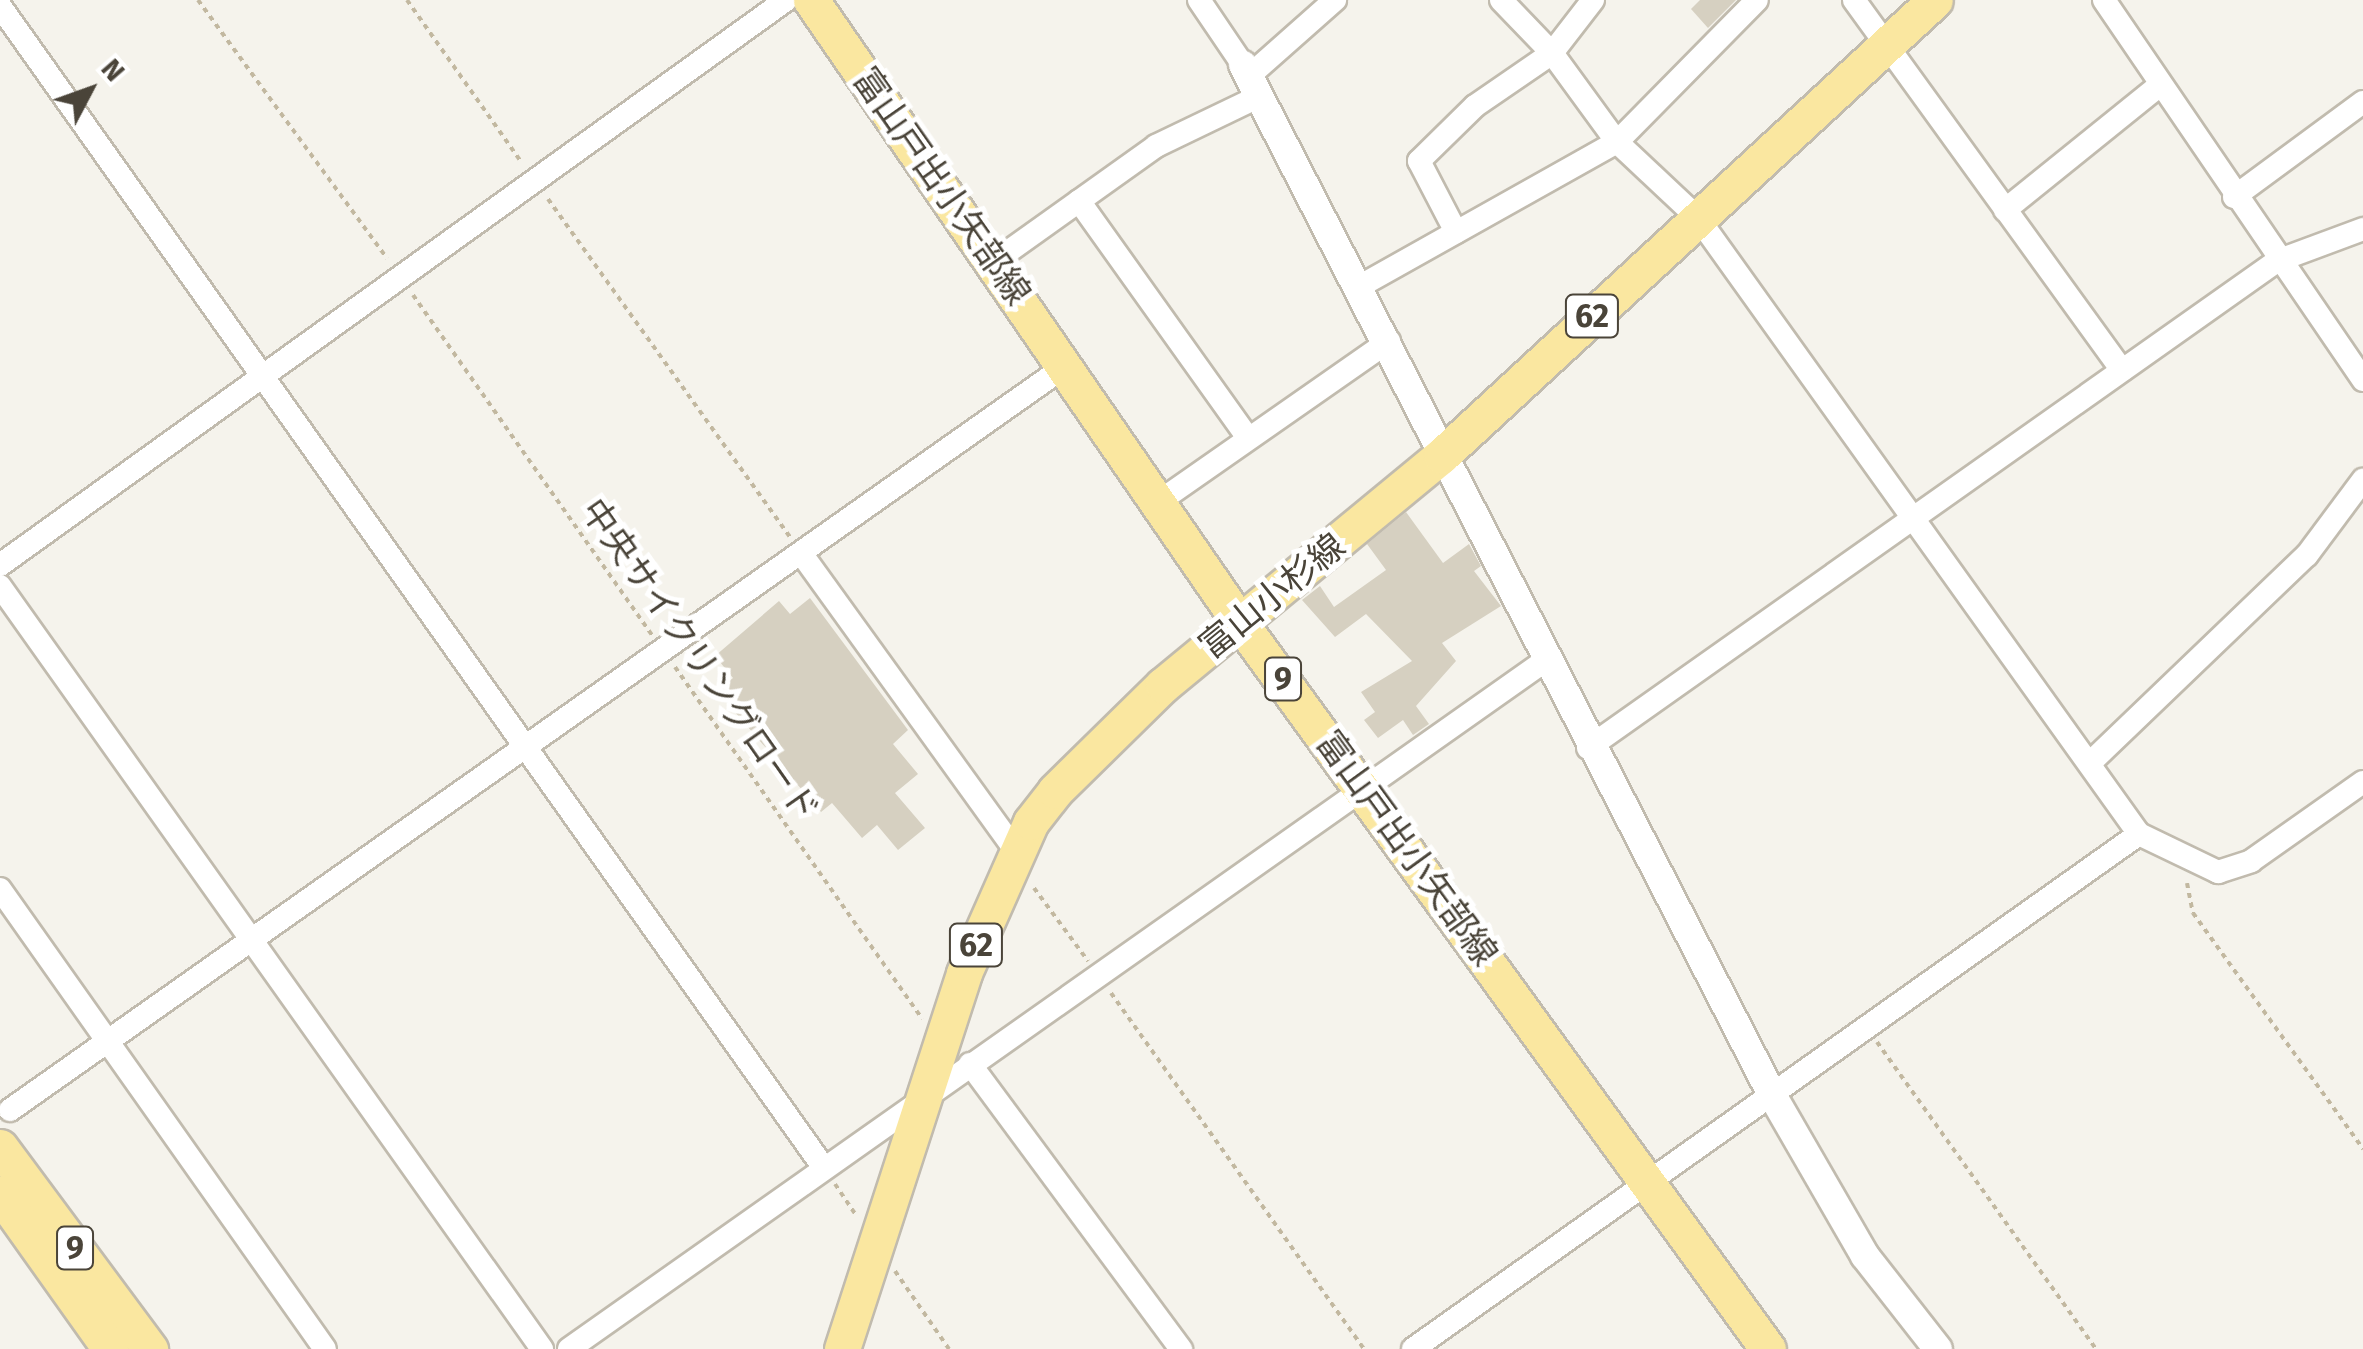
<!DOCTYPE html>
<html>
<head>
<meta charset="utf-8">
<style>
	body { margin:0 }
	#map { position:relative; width:2363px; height:1349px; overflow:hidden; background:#f5f3ec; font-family:"Fira Sans","Noto Sans JP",sans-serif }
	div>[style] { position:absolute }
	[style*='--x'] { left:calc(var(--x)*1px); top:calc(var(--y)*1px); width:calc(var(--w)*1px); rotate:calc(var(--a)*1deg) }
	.building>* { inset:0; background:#d6d0c1 }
	.path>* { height:4px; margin-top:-2px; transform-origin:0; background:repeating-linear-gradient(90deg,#c2b8a0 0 5px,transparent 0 10px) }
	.roads { filter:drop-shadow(2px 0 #c1bbae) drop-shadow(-2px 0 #c1bbae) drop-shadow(0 2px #c1bbae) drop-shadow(0 -2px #c1bbae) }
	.minor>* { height:22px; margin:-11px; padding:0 11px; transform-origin:11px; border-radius:11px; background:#fff }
	.tertiary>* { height:28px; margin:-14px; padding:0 14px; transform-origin:14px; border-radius:14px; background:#fff }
	.primary>* { height:35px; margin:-17.5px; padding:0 17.5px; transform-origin:17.5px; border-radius:17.5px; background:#fae7a0 }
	span { translate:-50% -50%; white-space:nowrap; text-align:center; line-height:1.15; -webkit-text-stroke:10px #fff; paint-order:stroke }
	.shield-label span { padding:2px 8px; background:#fff; border:2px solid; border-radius:8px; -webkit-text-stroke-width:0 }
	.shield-label { font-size:32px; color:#4a4439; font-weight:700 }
	.street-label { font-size:35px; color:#4a4439 }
	.north { position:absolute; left:40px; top:40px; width:100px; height:100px; -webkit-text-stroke:8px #fff; paint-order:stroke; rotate:49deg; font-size:28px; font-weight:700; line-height:40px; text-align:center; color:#4a4439 }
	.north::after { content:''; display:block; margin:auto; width:35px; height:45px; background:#4a4439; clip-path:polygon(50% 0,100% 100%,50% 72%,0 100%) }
</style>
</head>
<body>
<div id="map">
	<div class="building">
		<i style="clip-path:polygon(1700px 0,1736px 0,1708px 28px,1691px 9px)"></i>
		<i style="clip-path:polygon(1406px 512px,1443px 563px,1469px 544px,1481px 566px,1474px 571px,1501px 606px,1442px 643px,1456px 661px,1416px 706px,1429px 724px,1413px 735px,1403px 720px,1378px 738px,1364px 720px,1375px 712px,1361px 692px,1412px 661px,1366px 614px,1335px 637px,1302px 600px,1320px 586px,1334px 607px,1386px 570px,1367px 544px)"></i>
		<i style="clip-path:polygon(810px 598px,908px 730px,893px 744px,918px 774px,895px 793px,925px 828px,898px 850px,877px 825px,862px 838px,832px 803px,821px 812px,717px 691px,733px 678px,715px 656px,779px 601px,790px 614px)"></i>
	</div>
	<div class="path">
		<i style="--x:198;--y:0;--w:320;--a:53.8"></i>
		<i style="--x:407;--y:0;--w:199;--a:54.8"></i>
		<i style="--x:548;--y:199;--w:416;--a:54.4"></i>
		<i style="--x:413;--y:295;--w:416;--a:54.9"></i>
		<i style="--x:675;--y:667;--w:430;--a:54.9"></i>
		<i style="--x:2187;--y:883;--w:31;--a:79"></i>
		<i style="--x:2193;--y:913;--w:291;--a:54.2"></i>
		<i style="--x:1034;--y:888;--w:91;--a:53.5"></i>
		<i style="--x:1111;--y:993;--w:437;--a:54.6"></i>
		<i style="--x:1877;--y:1042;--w:377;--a:54.5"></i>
		<i style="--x:835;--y:1184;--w:36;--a:56"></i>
		<i style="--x:895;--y:1271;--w:95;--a:55.3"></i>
	</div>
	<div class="roads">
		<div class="minor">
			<i style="--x:1199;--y:0;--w:78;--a:55.9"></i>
			<i style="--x:1501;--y:0;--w:74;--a:46.1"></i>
			<i style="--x:1552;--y:53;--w:110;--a:53.9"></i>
			<i style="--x:1617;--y:142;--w:111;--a:43.2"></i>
			<i style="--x:1698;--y:218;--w:758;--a:54.4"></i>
			<i style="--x:2139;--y:834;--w:88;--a:25.7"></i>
			<i style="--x:2218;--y:872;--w:35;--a:-18"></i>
			<i style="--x:2251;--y:861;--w:137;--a:-35.2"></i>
			<i style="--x:1854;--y:0;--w:457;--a:54.1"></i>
			<i style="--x:2104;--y:0;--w:460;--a:55.7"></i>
			<i style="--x:0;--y:6;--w:1425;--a:54.66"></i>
			<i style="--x:1249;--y:76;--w:115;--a:-41.5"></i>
			<i style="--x:2234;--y:197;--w:160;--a:-36.4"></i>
			<i style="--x:1079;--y:201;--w:291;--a:54.5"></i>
			<i style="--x:2005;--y:210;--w:199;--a:-38.9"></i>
			<i style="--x:1456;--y:232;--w:80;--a:-117.5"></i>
			<i style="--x:1419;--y:161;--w:78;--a:-44.5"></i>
			<i style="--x:1475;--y:106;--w:93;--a:-34.5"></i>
			<i style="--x:1552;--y:53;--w:67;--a:-52.3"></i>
			<i style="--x:995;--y:261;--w:198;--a:-35.5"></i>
			<i style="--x:1156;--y:146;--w:115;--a:-25.7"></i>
			<i style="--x:1362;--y:285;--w:292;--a:-29.3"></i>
			<i style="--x:1617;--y:142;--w:199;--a:-45.4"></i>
			<i style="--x:1157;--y:503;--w:283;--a:-34.9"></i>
			<i style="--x:801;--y:553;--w:370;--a:54.2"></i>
			<i style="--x:0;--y:565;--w:968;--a:-35.71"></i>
			<i style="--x:0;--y:586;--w:936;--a:54.61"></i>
			<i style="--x:1588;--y:748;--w:844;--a:-35.25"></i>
			<i style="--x:2277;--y:261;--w:92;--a:-20.4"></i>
			<i style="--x:2091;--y:762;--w:299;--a:-43.8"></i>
			<i style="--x:2307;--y:555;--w:94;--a:-53.3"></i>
			<i style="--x:0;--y:889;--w:563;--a:54.76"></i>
			<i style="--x:970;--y:1064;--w:355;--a:53.5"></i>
			<i style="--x:10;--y:1110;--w:1293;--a:-35.18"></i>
			<i style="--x:569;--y:1349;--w:1196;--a:-35.19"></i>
			<i style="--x:1413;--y:1349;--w:890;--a:-35.35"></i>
		</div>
		<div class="tertiary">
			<i style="--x:1243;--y:65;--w:1156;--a:62.81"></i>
			<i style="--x:1771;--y:1093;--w:188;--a:60"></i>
			<i style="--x:1865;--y:1256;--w:118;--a:51.9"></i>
		</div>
		<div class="primary">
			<i style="--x:811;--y:0;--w:758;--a:55.43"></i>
			<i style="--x:1241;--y:624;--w:896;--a:53.99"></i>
			<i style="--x:0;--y:1147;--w:252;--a:53.4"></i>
			<i style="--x:0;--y:1194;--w:190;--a:54.6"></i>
			<i style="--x:842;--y:1349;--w:395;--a:-72"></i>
			<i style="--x:964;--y:973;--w:165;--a:-66.1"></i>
			<i style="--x:1031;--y:822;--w:39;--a:-52"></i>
			<i style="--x:1055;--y:791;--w:151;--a:-44.5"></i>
			<i style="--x:1163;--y:685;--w:360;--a:-39.5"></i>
			<i style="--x:1441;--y:456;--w:672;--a:-42.71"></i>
		</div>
	</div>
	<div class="shield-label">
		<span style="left:1592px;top:316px">62</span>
		<span style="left:1283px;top:679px">9</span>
		<span style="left:976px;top:945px">62</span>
		<span style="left:75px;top:1248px">9</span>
	</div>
	<div class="street-label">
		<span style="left:942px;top:186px;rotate:55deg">富山戸出小矢部線</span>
		<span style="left:1272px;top:596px;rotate:-39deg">富山小杉線</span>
		<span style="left:700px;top:660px;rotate:55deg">中央サイクリングロード</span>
		<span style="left:1407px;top:848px;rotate:54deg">富山戸出小矢部線</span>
	</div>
	<div class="north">N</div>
</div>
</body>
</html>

= = = =

# TASK DETAILS
Nothing but the lines from the beginning of the material through the line with "filter:drop-shadow(2px 0 #c1bbae)" should appear, printed exactly, with no pictures among them.

# RESPONSE
<!DOCTYPE html>
<html>
<head>
<meta charset="utf-8">
<style>
	body { margin:0 }
	#map { position:relative; width:2363px; height:1349px; overflow:hidden; background:#f5f3ec; font-family:"Fira Sans","Noto Sans JP",sans-serif }
	div>[style] { position:absolute }
	[style*='--x'] { left:calc(var(--x)*1px); top:calc(var(--y)*1px); width:calc(var(--w)*1px); rotate:calc(var(--a)*1deg) }
	.building>* { inset:0; background:#d6d0c1 }
	.path>* { height:4px; margin-top:-2px; transform-origin:0; background:repeating-linear-gradient(90deg,#c2b8a0 0 5px,transparent 0 10px) }
	.roads { filter:drop-shadow(2px 0 #c1bbae) drop-shadow(-2px 0 #c1bbae) drop-shadow(0 2px #c1bbae) drop-shadow(0 -2px #c1bbae) }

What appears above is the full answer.